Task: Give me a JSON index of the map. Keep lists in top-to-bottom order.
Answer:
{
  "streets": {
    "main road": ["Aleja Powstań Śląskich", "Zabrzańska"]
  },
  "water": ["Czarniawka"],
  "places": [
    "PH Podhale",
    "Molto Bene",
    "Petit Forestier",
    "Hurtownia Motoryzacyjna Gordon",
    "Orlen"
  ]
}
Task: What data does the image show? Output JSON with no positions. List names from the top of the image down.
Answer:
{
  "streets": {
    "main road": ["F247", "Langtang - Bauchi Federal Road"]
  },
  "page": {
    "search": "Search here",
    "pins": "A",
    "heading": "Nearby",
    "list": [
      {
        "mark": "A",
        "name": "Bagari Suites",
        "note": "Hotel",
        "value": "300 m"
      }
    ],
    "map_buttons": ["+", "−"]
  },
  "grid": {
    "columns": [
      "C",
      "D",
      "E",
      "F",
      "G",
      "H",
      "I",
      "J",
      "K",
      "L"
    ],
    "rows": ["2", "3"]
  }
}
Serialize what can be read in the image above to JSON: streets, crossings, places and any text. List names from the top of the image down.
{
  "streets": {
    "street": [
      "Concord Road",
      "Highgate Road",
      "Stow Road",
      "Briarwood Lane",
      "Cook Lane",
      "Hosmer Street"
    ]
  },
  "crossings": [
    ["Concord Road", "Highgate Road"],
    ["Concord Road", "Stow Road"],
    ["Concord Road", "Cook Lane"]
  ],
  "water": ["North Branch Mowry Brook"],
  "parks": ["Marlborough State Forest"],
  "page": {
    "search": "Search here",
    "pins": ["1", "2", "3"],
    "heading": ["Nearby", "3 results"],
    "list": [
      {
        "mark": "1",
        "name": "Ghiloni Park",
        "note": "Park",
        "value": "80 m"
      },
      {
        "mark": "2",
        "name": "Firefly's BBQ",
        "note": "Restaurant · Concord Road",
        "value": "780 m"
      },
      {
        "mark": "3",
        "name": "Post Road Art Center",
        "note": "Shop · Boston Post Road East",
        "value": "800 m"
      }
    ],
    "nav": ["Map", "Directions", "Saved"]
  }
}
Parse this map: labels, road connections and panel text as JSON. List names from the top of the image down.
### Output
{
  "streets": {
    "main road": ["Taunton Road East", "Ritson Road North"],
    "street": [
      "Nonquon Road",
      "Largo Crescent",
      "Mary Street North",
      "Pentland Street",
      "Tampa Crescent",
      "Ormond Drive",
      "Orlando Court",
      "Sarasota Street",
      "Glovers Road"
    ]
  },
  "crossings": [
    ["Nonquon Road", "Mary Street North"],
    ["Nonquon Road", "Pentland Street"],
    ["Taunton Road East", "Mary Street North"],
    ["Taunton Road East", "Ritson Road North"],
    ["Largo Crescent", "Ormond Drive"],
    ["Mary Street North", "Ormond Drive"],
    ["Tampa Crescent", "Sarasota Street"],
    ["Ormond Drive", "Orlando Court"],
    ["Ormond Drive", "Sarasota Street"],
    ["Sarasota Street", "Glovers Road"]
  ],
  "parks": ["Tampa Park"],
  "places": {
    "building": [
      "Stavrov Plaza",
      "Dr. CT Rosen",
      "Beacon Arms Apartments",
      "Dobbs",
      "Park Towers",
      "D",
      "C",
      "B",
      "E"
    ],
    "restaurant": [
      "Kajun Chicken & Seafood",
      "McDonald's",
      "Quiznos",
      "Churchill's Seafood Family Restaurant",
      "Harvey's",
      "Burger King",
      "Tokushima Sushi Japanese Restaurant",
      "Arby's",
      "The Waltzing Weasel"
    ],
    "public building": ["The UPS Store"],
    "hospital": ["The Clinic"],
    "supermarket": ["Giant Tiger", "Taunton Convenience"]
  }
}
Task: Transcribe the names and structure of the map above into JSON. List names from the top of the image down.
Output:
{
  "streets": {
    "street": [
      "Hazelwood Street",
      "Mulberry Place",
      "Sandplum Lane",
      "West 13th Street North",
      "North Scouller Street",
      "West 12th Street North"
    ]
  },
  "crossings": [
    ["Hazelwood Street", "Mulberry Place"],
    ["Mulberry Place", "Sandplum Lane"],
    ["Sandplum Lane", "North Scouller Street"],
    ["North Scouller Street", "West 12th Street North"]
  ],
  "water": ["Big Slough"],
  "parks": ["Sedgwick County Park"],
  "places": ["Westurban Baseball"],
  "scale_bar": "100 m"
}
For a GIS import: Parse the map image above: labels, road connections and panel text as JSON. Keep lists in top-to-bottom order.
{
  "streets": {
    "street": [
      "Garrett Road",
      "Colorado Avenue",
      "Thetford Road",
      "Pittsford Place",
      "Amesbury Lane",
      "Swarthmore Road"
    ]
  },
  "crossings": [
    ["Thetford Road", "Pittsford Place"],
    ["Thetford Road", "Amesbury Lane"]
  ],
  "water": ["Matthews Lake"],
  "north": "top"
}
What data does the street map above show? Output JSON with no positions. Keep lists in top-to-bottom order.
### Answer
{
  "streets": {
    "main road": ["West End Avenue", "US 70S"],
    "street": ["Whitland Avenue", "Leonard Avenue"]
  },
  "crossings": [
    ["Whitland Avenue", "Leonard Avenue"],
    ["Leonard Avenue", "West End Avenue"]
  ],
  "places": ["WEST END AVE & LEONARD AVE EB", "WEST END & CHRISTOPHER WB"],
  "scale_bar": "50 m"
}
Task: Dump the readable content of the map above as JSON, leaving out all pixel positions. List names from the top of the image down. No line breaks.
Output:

What needs to be done: Please repeat every entry, exactly as it was written.

Solution for this problem:
Task: Give me a JSON index of the map. Keep lists in top-to-bottom order.
Answer:
{
  "streets": {
    "main road": ["Aleja Powstań Śląskich", "Zabrzańska"]
  },
  "water": ["Czarniawka"],
  "places": [
    "PH Podhale",
    "Molto Bene",
    "Petit Forestier",
    "Hurtownia Motoryzacyjna Gordon",
    "Orlen"
  ]
}
Task: What data does the image show? Output JSON with no positions. List names from the top of the image down.
Answer:
{
  "streets": {
    "main road": ["F247", "Langtang - Bauchi Federal Road"]
  },
  "page": {
    "search": "Search here",
    "pins": "A",
    "heading": "Nearby",
    "list": [
      {
        "mark": "A",
        "name": "Bagari Suites",
        "note": "Hotel",
        "value": "300 m"
      }
    ],
    "map_buttons": ["+", "−"]
  },
  "grid": {
    "columns": [
      "C",
      "D",
      "E",
      "F",
      "G",
      "H",
      "I",
      "J",
      "K",
      "L"
    ],
    "rows": ["2", "3"]
  }
}
Serialize what can be read in the image above to JSON: streets, crossings, places and any text. List names from the top of the image down.
{
  "streets": {
    "street": [
      "Concord Road",
      "Highgate Road",
      "Stow Road",
      "Briarwood Lane",
      "Cook Lane",
      "Hosmer Street"
    ]
  },
  "crossings": [
    ["Concord Road", "Highgate Road"],
    ["Concord Road", "Stow Road"],
    ["Concord Road", "Cook Lane"]
  ],
  "water": ["North Branch Mowry Brook"],
  "parks": ["Marlborough State Forest"],
  "page": {
    "search": "Search here",
    "pins": ["1", "2", "3"],
    "heading": ["Nearby", "3 results"],
    "list": [
      {
        "mark": "1",
        "name": "Ghiloni Park",
        "note": "Park",
        "value": "80 m"
      },
      {
        "mark": "2",
        "name": "Firefly's BBQ",
        "note": "Restaurant · Concord Road",
        "value": "780 m"
      },
      {
        "mark": "3",
        "name": "Post Road Art Center",
        "note": "Shop · Boston Post Road East",
        "value": "800 m"
      }
    ],
    "nav": ["Map", "Directions", "Saved"]
  }
}
Parse this map: labels, road connections and panel text as JSON. List names from the top of the image down.
### Output
{
  "streets": {
    "main road": ["Taunton Road East", "Ritson Road North"],
    "street": [
      "Nonquon Road",
      "Largo Crescent",
      "Mary Street North",
      "Pentland Street",
      "Tampa Crescent",
      "Ormond Drive",
      "Orlando Court",
      "Sarasota Street",
      "Glovers Road"
    ]
  },
  "crossings": [
    ["Nonquon Road", "Mary Street North"],
    ["Nonquon Road", "Pentland Street"],
    ["Taunton Road East", "Mary Street North"],
    ["Taunton Road East", "Ritson Road North"],
    ["Largo Crescent", "Ormond Drive"],
    ["Mary Street North", "Ormond Drive"],
    ["Tampa Crescent", "Sarasota Street"],
    ["Ormond Drive", "Orlando Court"],
    ["Ormond Drive", "Sarasota Street"],
    ["Sarasota Street", "Glovers Road"]
  ],
  "parks": ["Tampa Park"],
  "places": {
    "building": [
      "Stavrov Plaza",
      "Dr. CT Rosen",
      "Beacon Arms Apartments",
      "Dobbs",
      "Park Towers",
      "D",
      "C",
      "B",
      "E"
    ],
    "restaurant": [
      "Kajun Chicken & Seafood",
      "McDonald's",
      "Quiznos",
      "Churchill's Seafood Family Restaurant",
      "Harvey's",
      "Burger King",
      "Tokushima Sushi Japanese Restaurant",
      "Arby's",
      "The Waltzing Weasel"
    ],
    "public building": ["The UPS Store"],
    "hospital": ["The Clinic"],
    "supermarket": ["Giant Tiger", "Taunton Convenience"]
  }
}
Task: Transcribe the names and structure of the map above into JSON. List names from the top of the image down.
Output:
{
  "streets": {
    "street": [
      "Hazelwood Street",
      "Mulberry Place",
      "Sandplum Lane",
      "West 13th Street North",
      "North Scouller Street",
      "West 12th Street North"
    ]
  },
  "crossings": [
    ["Hazelwood Street", "Mulberry Place"],
    ["Mulberry Place", "Sandplum Lane"],
    ["Sandplum Lane", "North Scouller Street"],
    ["North Scouller Street", "West 12th Street North"]
  ],
  "water": ["Big Slough"],
  "parks": ["Sedgwick County Park"],
  "places": ["Westurban Baseball"],
  "scale_bar": "100 m"
}
For a GIS import: Parse the map image above: labels, road connections and panel text as JSON. Keep lists in top-to-bottom order.
{
  "streets": {
    "street": [
      "Garrett Road",
      "Colorado Avenue",
      "Thetford Road",
      "Pittsford Place",
      "Amesbury Lane",
      "Swarthmore Road"
    ]
  },
  "crossings": [
    ["Thetford Road", "Pittsford Place"],
    ["Thetford Road", "Amesbury Lane"]
  ],
  "water": ["Matthews Lake"],
  "north": "top"
}
What data does the street map above show? Output JSON with no positions. Keep lists in top-to-bottom order.
### Answer
{
  "streets": {
    "main road": ["West End Avenue", "US 70S"],
    "street": ["Whitland Avenue", "Leonard Avenue"]
  },
  "crossings": [
    ["Whitland Avenue", "Leonard Avenue"],
    ["Leonard Avenue", "West End Avenue"]
  ],
  "places": ["WEST END AVE & LEONARD AVE EB", "WEST END & CHRISTOPHER WB"],
  "scale_bar": "50 m"
}
Task: Dump the readable content of the map above as JSON, leaving out all pixel positions. List names from the top of the image down. No line breaks.
Output:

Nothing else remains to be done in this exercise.